Is there a moment that you are most proud of?
I am most proud of where we are now because, without external investment, we have built an innovative pipeline of molecules ready for clinical testing. We have also succeeded in establishing a CRO service that is well recognized within Europe and the US and which is growing rapidly. In 2004 we started with half an FTE and there are now around twenty people in the company, and this year we had a revenue growth rate of at least 30% that we project to be even higher by the end of the year, so I am very proud of that achievement. On the therapeutic side, I am very proud of the fact that we discovered the CCP RA diagnostic, and from that we were able to build our own therapeutic pipeline of tACPA molecules, and we now reached a point that we are ready to go to the clinic with our lead molecule.

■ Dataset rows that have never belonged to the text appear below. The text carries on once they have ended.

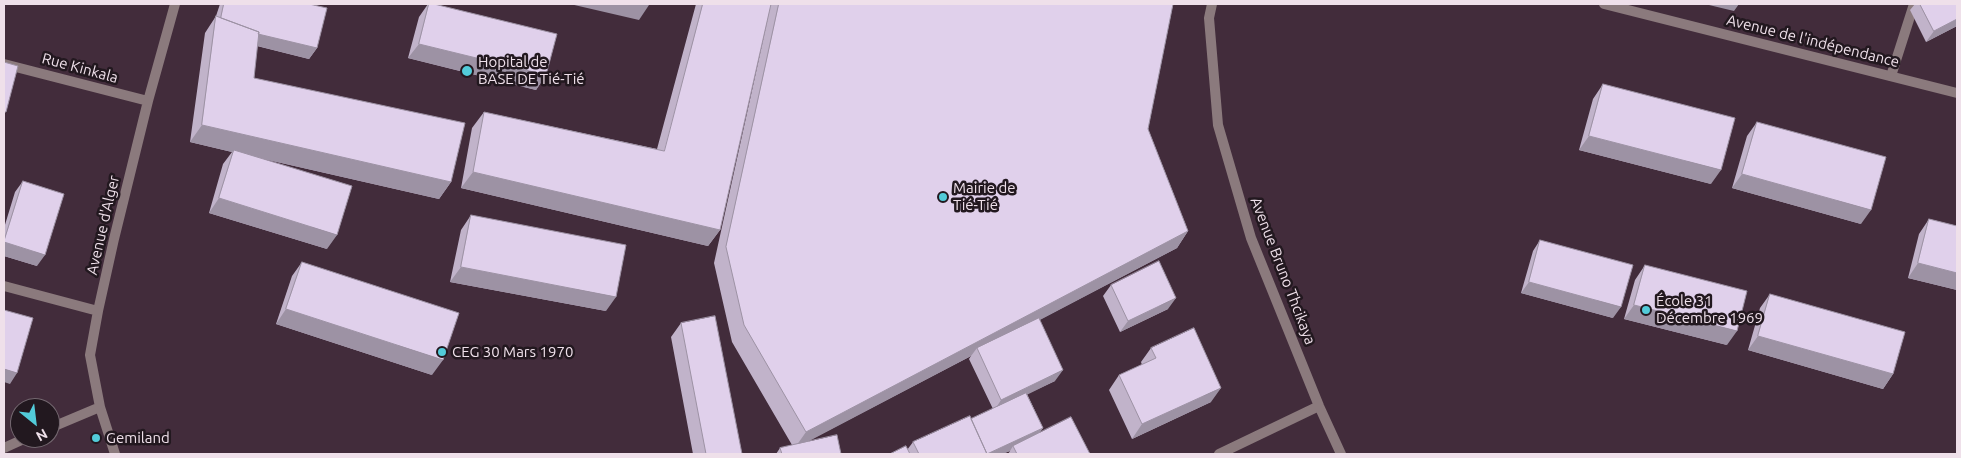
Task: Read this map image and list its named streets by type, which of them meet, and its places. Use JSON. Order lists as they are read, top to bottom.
{
  "streets": {
    "street": [
      "Avenue de l'indépendance",
      "Rue Kinkala",
      "Avenue d'Alger",
      "Avenue Bruno Thcikaya"
    ]
  },
  "crossings": [
    ["Rue Kinkala", "Avenue d'Alger"]
  ],
  "places": [
    "Hopital de BASE DE Tié-Tié",
    "Mairie de Tié-Tié",
    "École 31 Décembre 1969",
    "CEG 30 Mars 1970",
    "Gemiland"
  ],
  "north": "bottom right"
}
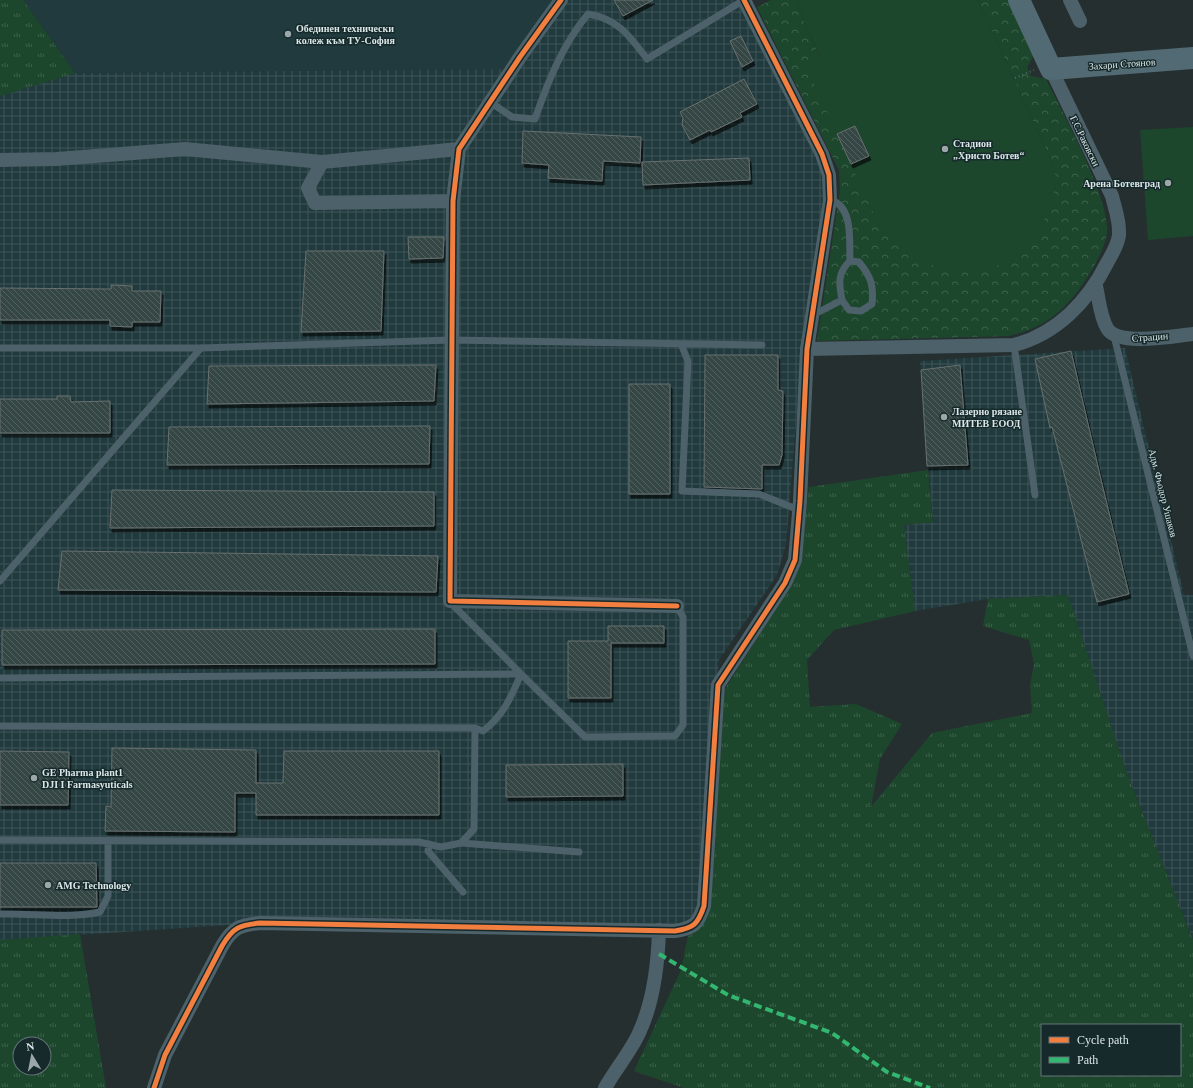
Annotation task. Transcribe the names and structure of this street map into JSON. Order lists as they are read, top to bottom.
{
  "streets": {
    "main road": ["Захари Стоянов", "Г.С.Раковски"],
    "street": ["Страцин"],
    "lane": ["Адм. Фьодор Ушаков"]
  },
  "crossings": [
    ["Захари Стоянов", "Г.С.Раковски"],
    ["Страцин", "Адм. Фьодор Ушаков"]
  ],
  "places": [
    "Обединен технически колеж към ТУ-София",
    "Стадион „Христо Ботев“",
    "Арена Ботевград",
    "Лазерно рязане МИТЕВ ЕООД",
    "GE Pharma plant1 DJI I Farmasyuticals",
    "AMG Technology"
  ],
  "legend": ["Cycle path", "Path"],
  "north": "top"
}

What is your personal vision for both the therapeutic and CRO arms of ModiQuest over the next five years?
My personal vision for the CRO side is that we keep on growing and that we develop a well-established business relationship with most of the big and medium pharma and biotech in Europe and the US. For the therapeutic arm, I really want to get our tACPA lead molecules into the clinic as quickly as possible. It is innovative, fits in the sweet spot of current healthcare thinking of personalized and preventive medicine, and is not limited to RA but with potential for various other diseases where NET dysregulation is contributing or causing the pathology. Moreover, we strive towards repeating the tACPA example and generating value for our other therapeutic programs and bringing them towards clinical testing.